*Entries taken from a collection*.
*** Begin section ***

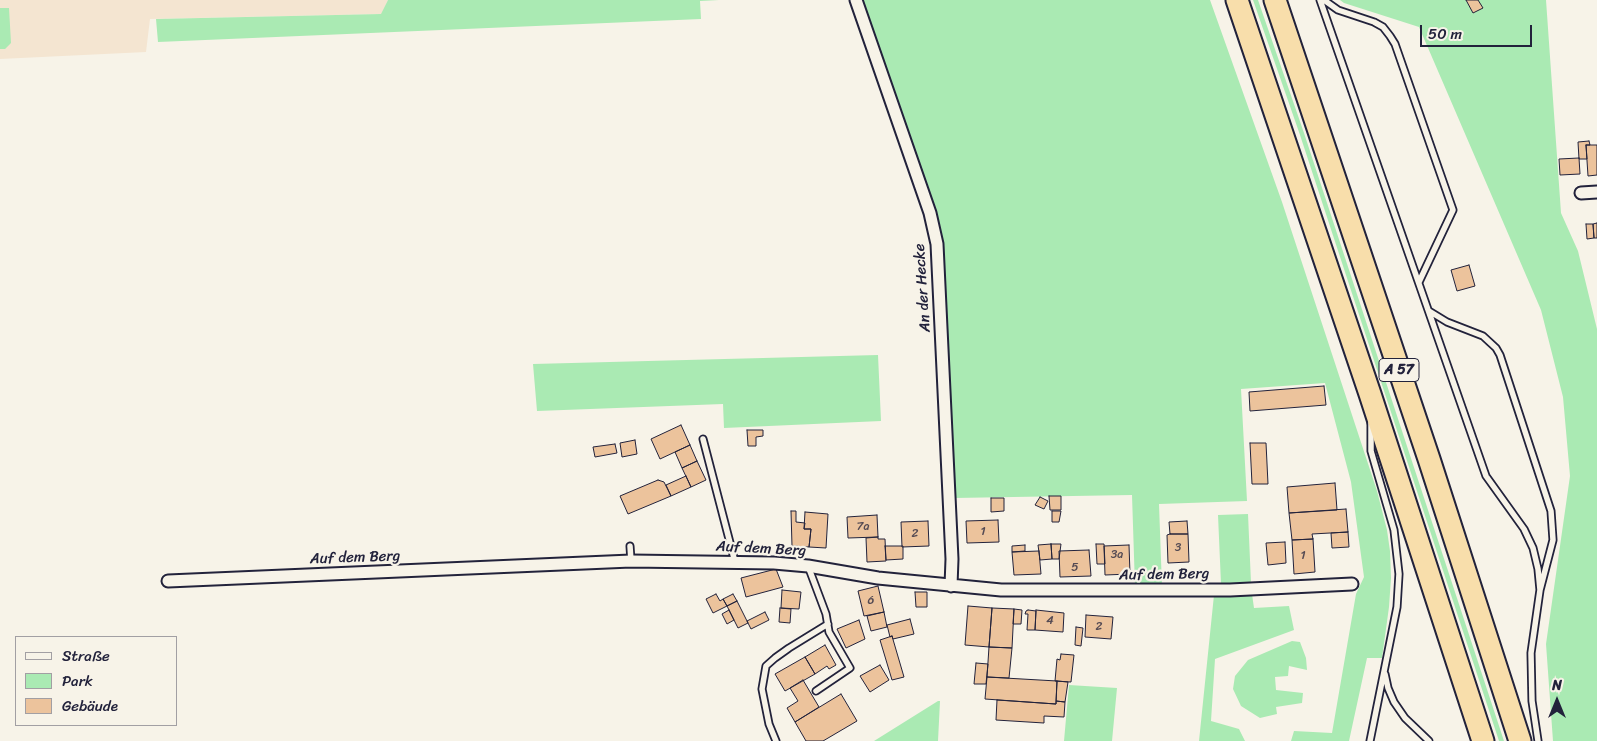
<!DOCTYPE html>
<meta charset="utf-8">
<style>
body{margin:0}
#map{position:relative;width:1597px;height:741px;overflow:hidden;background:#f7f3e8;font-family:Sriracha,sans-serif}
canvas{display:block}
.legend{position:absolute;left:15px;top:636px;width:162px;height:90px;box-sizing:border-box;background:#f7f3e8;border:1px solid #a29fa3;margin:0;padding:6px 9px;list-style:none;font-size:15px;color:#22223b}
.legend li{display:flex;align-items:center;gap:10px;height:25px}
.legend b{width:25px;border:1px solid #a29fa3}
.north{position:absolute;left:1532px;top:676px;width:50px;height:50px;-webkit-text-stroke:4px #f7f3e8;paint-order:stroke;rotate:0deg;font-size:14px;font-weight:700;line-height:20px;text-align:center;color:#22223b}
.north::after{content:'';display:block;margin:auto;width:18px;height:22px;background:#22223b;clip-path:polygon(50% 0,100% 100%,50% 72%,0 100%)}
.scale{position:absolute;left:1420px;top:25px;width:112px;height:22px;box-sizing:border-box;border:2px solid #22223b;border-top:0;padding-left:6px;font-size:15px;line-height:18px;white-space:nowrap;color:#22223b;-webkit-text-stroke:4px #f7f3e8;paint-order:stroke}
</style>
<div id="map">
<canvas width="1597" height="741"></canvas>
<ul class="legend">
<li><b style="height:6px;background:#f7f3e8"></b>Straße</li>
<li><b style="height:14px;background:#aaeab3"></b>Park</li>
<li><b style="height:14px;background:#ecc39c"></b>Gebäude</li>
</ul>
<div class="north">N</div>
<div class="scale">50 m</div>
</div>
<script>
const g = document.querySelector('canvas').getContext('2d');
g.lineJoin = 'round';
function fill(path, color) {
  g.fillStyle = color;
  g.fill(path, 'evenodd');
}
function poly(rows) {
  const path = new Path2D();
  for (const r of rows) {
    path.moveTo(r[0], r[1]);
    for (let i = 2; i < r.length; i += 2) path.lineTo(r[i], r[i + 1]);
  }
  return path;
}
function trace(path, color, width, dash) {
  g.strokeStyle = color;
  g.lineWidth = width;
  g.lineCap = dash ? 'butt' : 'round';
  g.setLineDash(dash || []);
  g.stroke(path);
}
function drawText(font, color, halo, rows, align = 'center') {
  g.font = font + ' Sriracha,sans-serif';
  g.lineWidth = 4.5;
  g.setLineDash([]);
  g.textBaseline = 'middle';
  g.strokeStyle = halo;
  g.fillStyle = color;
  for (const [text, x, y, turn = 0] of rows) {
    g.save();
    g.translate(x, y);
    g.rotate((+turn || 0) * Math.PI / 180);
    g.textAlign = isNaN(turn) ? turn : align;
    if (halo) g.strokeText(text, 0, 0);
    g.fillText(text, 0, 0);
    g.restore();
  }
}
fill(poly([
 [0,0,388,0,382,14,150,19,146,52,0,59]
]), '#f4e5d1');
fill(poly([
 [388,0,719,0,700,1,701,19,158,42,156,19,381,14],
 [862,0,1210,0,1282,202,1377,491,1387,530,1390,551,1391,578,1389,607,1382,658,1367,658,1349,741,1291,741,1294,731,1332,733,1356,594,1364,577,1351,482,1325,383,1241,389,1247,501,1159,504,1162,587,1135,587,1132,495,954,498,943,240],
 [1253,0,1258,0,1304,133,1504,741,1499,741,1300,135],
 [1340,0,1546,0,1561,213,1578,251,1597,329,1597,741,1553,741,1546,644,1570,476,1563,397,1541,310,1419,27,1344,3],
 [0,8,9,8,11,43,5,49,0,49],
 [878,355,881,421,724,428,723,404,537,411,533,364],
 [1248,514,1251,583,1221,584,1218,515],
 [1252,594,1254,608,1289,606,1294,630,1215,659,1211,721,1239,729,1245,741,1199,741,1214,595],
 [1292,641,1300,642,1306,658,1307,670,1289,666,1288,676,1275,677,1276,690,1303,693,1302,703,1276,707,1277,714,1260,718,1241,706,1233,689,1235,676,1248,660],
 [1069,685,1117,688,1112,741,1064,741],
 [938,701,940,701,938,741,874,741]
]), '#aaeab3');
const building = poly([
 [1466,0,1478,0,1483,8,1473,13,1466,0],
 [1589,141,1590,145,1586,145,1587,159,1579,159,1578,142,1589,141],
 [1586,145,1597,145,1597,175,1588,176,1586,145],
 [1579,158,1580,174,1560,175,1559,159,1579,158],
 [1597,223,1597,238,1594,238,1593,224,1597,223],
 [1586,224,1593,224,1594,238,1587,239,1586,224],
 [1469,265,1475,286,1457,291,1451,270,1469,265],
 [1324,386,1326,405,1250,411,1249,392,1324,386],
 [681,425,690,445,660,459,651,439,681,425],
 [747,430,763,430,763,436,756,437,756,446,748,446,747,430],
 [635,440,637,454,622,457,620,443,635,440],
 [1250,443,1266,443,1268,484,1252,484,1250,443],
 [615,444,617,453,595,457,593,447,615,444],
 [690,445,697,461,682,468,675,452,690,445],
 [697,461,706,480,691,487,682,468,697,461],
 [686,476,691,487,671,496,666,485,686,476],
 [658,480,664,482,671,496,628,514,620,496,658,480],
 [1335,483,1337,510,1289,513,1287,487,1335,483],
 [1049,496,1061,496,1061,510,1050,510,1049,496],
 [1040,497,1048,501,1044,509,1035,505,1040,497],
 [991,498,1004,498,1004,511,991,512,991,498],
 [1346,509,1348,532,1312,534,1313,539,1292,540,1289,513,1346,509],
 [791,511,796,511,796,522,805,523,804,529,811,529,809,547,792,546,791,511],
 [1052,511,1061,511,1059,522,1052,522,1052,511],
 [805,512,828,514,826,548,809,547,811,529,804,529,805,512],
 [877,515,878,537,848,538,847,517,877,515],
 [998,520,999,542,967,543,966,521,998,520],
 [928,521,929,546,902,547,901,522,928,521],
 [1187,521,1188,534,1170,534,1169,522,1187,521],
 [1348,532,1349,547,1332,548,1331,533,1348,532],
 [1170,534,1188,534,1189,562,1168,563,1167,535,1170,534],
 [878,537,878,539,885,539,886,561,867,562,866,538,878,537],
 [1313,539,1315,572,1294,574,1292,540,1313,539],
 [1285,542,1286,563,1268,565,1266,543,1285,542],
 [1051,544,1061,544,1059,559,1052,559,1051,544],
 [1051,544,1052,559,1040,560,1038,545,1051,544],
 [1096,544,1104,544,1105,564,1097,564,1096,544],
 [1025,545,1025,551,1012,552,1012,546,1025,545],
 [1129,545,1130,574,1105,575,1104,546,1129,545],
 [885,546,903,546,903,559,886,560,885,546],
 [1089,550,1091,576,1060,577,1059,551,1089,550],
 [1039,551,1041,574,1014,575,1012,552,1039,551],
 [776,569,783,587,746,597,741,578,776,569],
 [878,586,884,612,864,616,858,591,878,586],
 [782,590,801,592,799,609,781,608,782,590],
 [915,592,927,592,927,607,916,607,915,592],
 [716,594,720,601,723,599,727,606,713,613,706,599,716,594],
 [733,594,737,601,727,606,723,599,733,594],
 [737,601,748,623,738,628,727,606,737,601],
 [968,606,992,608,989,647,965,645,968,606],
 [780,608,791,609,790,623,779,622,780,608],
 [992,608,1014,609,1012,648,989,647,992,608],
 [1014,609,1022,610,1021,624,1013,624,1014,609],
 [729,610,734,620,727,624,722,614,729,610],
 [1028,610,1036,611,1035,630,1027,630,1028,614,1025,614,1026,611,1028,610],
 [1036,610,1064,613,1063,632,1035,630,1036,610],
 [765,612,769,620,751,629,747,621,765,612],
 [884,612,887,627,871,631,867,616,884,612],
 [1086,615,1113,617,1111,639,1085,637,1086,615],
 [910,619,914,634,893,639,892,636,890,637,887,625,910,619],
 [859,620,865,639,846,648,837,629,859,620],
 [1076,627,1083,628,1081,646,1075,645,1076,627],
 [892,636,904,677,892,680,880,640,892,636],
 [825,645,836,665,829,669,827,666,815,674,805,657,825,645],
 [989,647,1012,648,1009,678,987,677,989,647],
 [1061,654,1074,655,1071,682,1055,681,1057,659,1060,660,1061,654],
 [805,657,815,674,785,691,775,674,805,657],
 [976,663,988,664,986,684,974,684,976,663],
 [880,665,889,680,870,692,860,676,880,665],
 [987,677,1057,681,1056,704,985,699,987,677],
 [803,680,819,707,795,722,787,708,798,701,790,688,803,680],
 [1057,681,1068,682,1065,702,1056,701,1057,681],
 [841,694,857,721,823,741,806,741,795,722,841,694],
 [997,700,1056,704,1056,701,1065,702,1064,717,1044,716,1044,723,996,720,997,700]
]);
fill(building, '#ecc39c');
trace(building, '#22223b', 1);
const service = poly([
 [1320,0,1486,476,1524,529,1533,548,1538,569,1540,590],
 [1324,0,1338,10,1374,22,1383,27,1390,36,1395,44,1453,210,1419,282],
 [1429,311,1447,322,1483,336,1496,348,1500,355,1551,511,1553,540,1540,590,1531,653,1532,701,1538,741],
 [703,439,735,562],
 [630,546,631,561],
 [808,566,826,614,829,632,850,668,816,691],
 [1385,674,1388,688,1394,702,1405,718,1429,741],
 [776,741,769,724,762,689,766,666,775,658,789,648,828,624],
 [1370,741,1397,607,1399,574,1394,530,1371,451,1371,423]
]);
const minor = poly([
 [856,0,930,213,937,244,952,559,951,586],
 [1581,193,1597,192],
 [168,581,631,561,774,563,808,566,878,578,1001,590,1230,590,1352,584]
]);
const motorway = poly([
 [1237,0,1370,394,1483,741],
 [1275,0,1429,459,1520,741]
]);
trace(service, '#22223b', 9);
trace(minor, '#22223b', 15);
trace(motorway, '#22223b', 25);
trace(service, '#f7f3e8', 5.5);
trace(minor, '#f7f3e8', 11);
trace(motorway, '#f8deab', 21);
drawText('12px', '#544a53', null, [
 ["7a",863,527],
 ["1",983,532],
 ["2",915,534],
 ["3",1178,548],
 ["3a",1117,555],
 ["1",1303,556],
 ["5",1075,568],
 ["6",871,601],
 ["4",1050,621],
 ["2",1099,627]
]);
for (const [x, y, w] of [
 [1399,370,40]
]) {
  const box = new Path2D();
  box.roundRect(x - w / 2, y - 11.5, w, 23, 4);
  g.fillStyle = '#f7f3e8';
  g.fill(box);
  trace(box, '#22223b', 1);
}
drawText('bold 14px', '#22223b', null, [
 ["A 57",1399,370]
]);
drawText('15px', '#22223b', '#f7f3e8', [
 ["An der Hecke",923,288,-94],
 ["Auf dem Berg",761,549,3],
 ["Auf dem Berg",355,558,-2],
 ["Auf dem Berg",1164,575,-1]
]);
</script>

*** End section ***

Only the lines containing "strokeStyle" are needed; copy each of them from the data.

  g.strokeStyle = color;
  g.strokeStyle = halo;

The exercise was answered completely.